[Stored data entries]
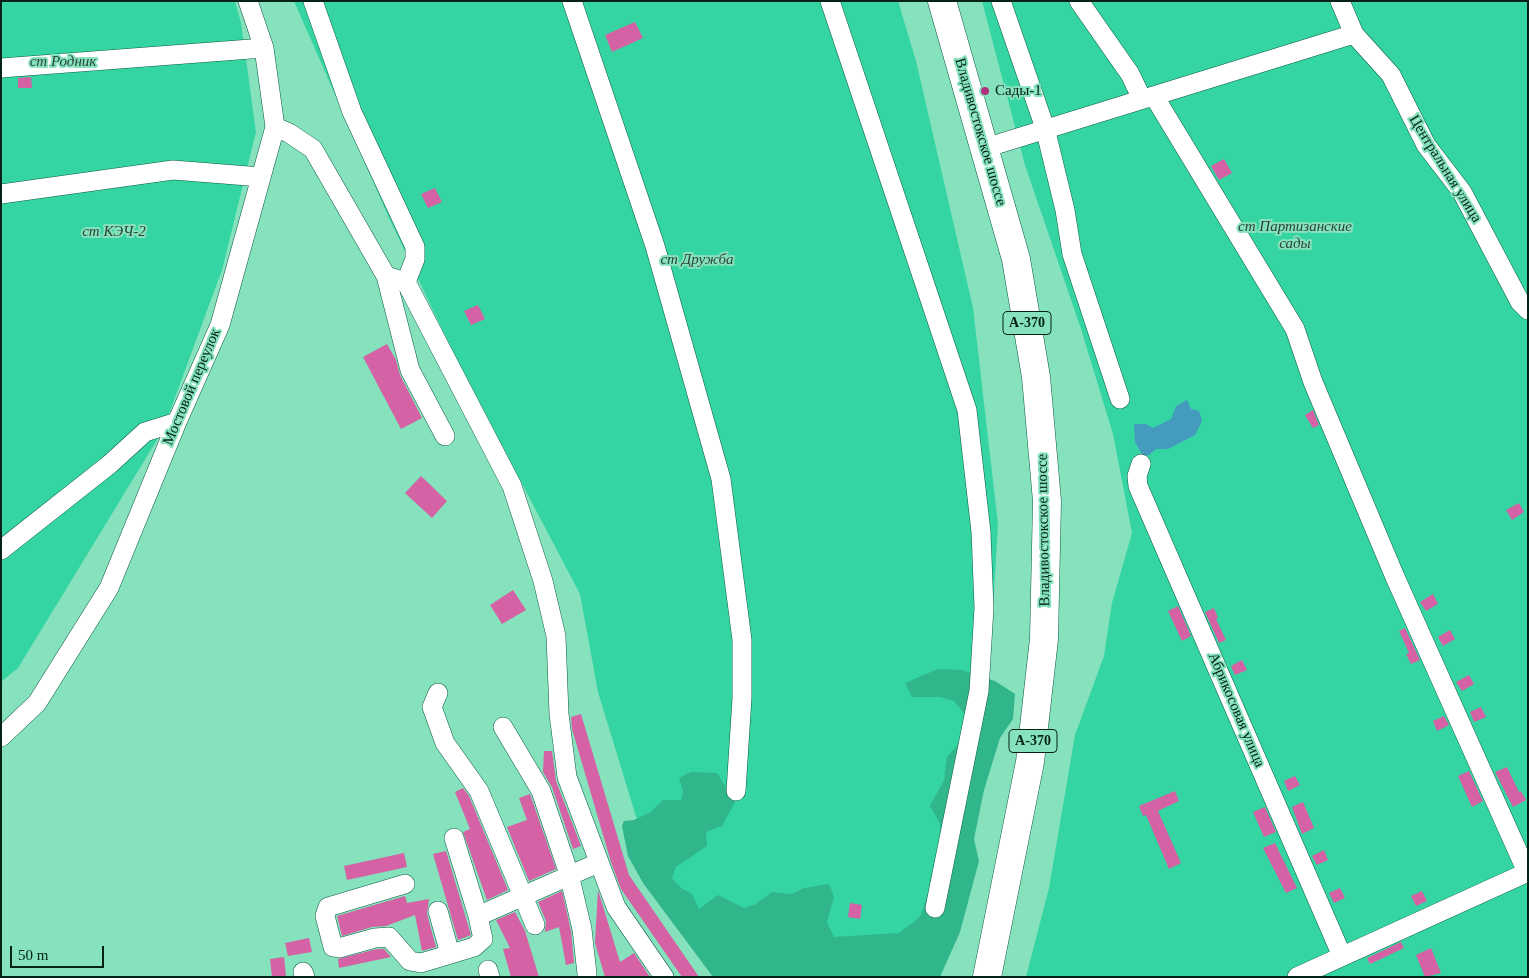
<!DOCTYPE html>
<meta charset="utf-8">
<style>
body{margin:0}
#map{position:relative;width:1529px;height:978px;overflow:hidden;background:#86e1bd;font-family:Georgia,serif}
canvas{display:block}
.frame{position:absolute;inset:0;border:2px solid #042217;pointer-events:none}
.scale{position:absolute;left:10px;top:946px;width:94px;height:22px;box-sizing:border-box;border:2px solid #042217;border-top:0;padding-left:6px;font-size:15px;line-height:18px;white-space:nowrap;color:#042217;-webkit-text-stroke:4px #86e1bd;paint-order:stroke}
</style>
<div id="map">
<canvas width="1529" height="978"></canvas>
<div class="frame"></div>
<div class="scale">50 m</div>
</div>
<script>
const ctx = document.querySelector('canvas').getContext('2d');
ctx.lineJoin = 'round';
function fillPath(path, color) {
  ctx.fillStyle = color;
  ctx.fill(path, 'evenodd');
}
function shape(rows) {
  const path = new Path2D();
  for (const r of rows) {
    path.moveTo(r[0], r[1]);
    for (let i = 2; i < r.length; i += 2) path.lineTo(r[i], r[i + 1]);
  }
  return path;
}
function stroke(path, color, width, dash) {
  ctx.strokeStyle = color;
  ctx.lineWidth = width;
  ctx.lineCap = dash ? 'butt' : 'round';
  ctx.setLineDash(dash || []);
  ctx.stroke(path);
}
function write(font, color, halo, rows, align = 'center') {
  ctx.font = font + ' Georgia,serif';
  ctx.lineWidth = 4;
  ctx.setLineDash([]);
  ctx.textBaseline = 'middle';
  ctx.strokeStyle = halo;
  ctx.fillStyle = color;
  for (const [text, x, y, turn = 0] of rows) {
    ctx.save();
    ctx.translate(x, y);
    ctx.rotate((+turn || 0) * Math.PI / 180);
    ctx.textAlign = isNaN(turn) ? turn : align;
    if (halo) ctx.strokeText(text, 0, 0);
    ctx.fillText(text, 0, 0);
    ctx.restore();
  }
}
fillPath(shape([
 [1,1,235,1,241,23,256,132,222,270,163,430,18,668,1,682],
 [294,1,898,1,916,61,973,308,998,524,987,711,937,967,755,977,645,846,598,692,580,594,456,358,389,218],
 [982,1,1528,1,1528,977,1026,977,1049,888,1075,735,1104,656,1112,603,1132,533,1113,434,1081,329,1025,165]
]), '#34d5a2');
fillPath(shape([
 [938,669,962,670,995,681,1015,694,1013,719,1000,738,984,790,974,839,979,861,960,932,940,977,713,977,643,883,628,856,622,826,624,821,634,820,651,812,663,800,681,800,683,792,679,778,691,772,717,773,735,802,722,826,706,832,707,846,676,867,672,878,681,888,692,894,699,909,718,895,744,908,756,904,772,892,791,894,804,888,829,884,834,897,827,922,834,937,899,933,920,917,928,893,933,866,940,842,940,823,930,806,944,780,947,757,961,741,967,717,954,701,940,697,912,697,905,683]
]), '#31b58a');
fillPath(shape([
 [1187,400,1191,409,1199,411,1202,421,1195,435,1168,449,1156,449,1149,455,1143,456,1135,442,1134,424,1146,424,1153,428,1171,419,1176,406]
]), '#449bbd');
fillPath(shape([
 [635,22,643,38,612,52,605,35],
 [31,77,32,88,18,88,18,78],
 [1224,159,1232,173,1219,180,1211,166],
 [435,188,442,202,428,208,421,194],
 [478,305,485,319,471,325,464,311],
 [387,344,396,360,400,375,422,418,401,429,363,357],
 [1313,410,1319,425,1313,428,1305,415],
 [421,476,447,501,432,518,405,493],
 [1519,503,1524,512,1512,520,1506,510],
 [513,590,526,610,502,624,490,605],
 [1433,594,1438,604,1426,611,1420,602],
 [1178,606,1191,636,1182,641,1168,611],
 [1214,608,1218,618,1216,619,1226,640,1219,643,1205,612],
 [1405,628,1420,660,1411,664,1406,654,1409,653,1399,631],
 [1450,630,1455,639,1443,646,1438,637],
 [1242,660,1247,670,1235,675,1231,666],
 [1469,675,1474,684,1462,691,1456,682],
 [1481,707,1486,717,1474,722,1470,712],
 [581,714,629,875,699,977,682,977,621,889,611,862,572,729,571,717],
 [1444,716,1449,725,1437,731,1433,721],
 [544,751,552,751,556,781,581,846,573,849,552,787,543,772],
 [1507,767,1519,792,1521,791,1526,800,1513,807,1495,772],
 [1469,771,1483,801,1472,807,1458,776],
 [1295,776,1300,785,1288,791,1284,781],
 [463,788,469,796,508,890,487,900,463,832,470,829,455,792],
 [1175,791,1179,801,1158,811,1181,863,1169,869,1146,815,1143,816,1139,806],
 [530,794,556,869,529,881,507,827,527,820,519,798],
 [1303,802,1314,828,1302,834,1292,807],
 [1265,807,1276,832,1264,837,1253,812],
 [1275,843,1297,888,1286,893,1263,848],
 [1324,850,1328,860,1317,865,1312,856],
 [446,851,471,935,458,940,433,854],
 [404,853,407,867,347,880,344,866],
 [1340,888,1345,898,1334,903,1329,893],
 [598,890,620,962,634,953,650,977,605,977,595,943],
 [562,891,571,931,574,963,566,965,559,927,545,932,546,921,538,902],
 [1422,891,1427,901,1416,906,1411,896],
 [405,896,407,903,429,899,427,914,436,947,422,951,415,915,386,926,372,927,342,936,337,916],
 [850,903,862,905,860,919,848,917],
 [515,912,525,931,539,977,511,977,503,949,510,948,496,920],
 [309,938,312,952,288,956,285,943],
 [1401,942,1404,948,1370,964,1367,958],
 [1431,948,1441,973,1425,977,1416,955],
 [377,949,384,949,391,957,339,968,338,959],
 [284,957,286,977,272,977,270,959]
]), '#d462a4');
const minor = shape([
 [313,1,352,112,415,247,415,259,406,282],
 [572,1,655,246,721,479,742,640,742,698,736,791],
 [830,1,967,410,981,532,984,608,979,691,935,908],
 [1001,1,1045,128,1065,210,1072,254,1120,399],
 [1079,1,1130,74,1142,99],
 [1340,1,1354,34,1391,75,1426,145,1462,192,1520,302,1528,310],
 [1,68,264,48],
 [1154,96,1295,329,1313,382,1395,577,1527,872],
 [275,127,289,133,313,149,386,276,406,282,512,486,543,581,556,636,559,714,567,777,616,907,664,977],
 [985,148,1354,34],
 [1,194,173,170,261,177],
 [386,276,410,370,445,436],
 [1141,464,1137,476,1138,486,1342,956],
 [1,550,110,464,145,432,177,422],
 [438,693,432,707,445,743,479,791,535,925],
 [503,727,541,791,569,874,582,929,587,974],
 [1,737,37,703,109,588,177,422,220,325,275,127,264,48,248,1],
 [454,838,478,916],
 [405,884,328,907,325,916,333,947,339,948,375,938,389,937,410,961,421,963,474,947,483,939,478,916,598,863],
 [438,911,450,954],
 [488,970,490,977],
 [303,972,305,977],
 [1297,977,1528,872]
]);
const highway = shape([
 [942,1,1016,259,1036,377,1047,501,1044,639,1030,762,987,977]
]);
stroke(minor, '#0a5b43', 20);
stroke(highway, '#0a5b43', 29);
stroke(minor, '#fff', 19);
stroke(highway, '#fff', 28);
for (const [x, y, r, color] of [
 [985,91,5,"#ae307f"]
]) {
  const dot = new Path2D();
  dot.arc(x, y, r, 0, 2 * Math.PI);
  ctx.fillStyle = color;
  ctx.fill(dot);
  stroke(dot, '#86e1bd', 2);
}
for (const [x, y, w] of [
 [1027,323,48],
 [1033,741,48]
]) {
  const box = new Path2D();
  box.roundRect(x - w / 2, y - 11.5, w, 23, 4);
  ctx.fillStyle = '#86e1bd';
  ctx.fill(box);
  stroke(box, '#042217', 1);
}
write('bold 14px', '#042217', null, [
 ["А-370",1027,323],
 ["А-370",1033,741]
]);
write('italic 15px', '#294439', '#86e1bd', [
 ["ст Родник",63,62],
 ["ст Партизанские",1295,227],
 ["сады",1295,244],
 ["ст КЭЧ-2",114,232],
 ["ст Дружба",697,260]
]);
write('15px', '#042217', '#86e1bd', [
 ["Сады-1",995,91]
], 'left');
write('15px', '#042217', '#86e1bd', [
 ["Владивостокское шоссе",980,132,74],
 ["Центральная улица",1445,169,58],
 ["Мостовой переулок",192,387,-67],
 ["Владивостокское шоссе",1044,530,-91],
 ["Абрикосовая улица",1236,710,67]
]);
</script>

## Your assignment
Using the records above, copy each line that contains "align".

## Response to this exercise
function write(font, color, halo, rows, align = 'center') {
    ctx.textAlign = isNaN(turn) ? turn : align;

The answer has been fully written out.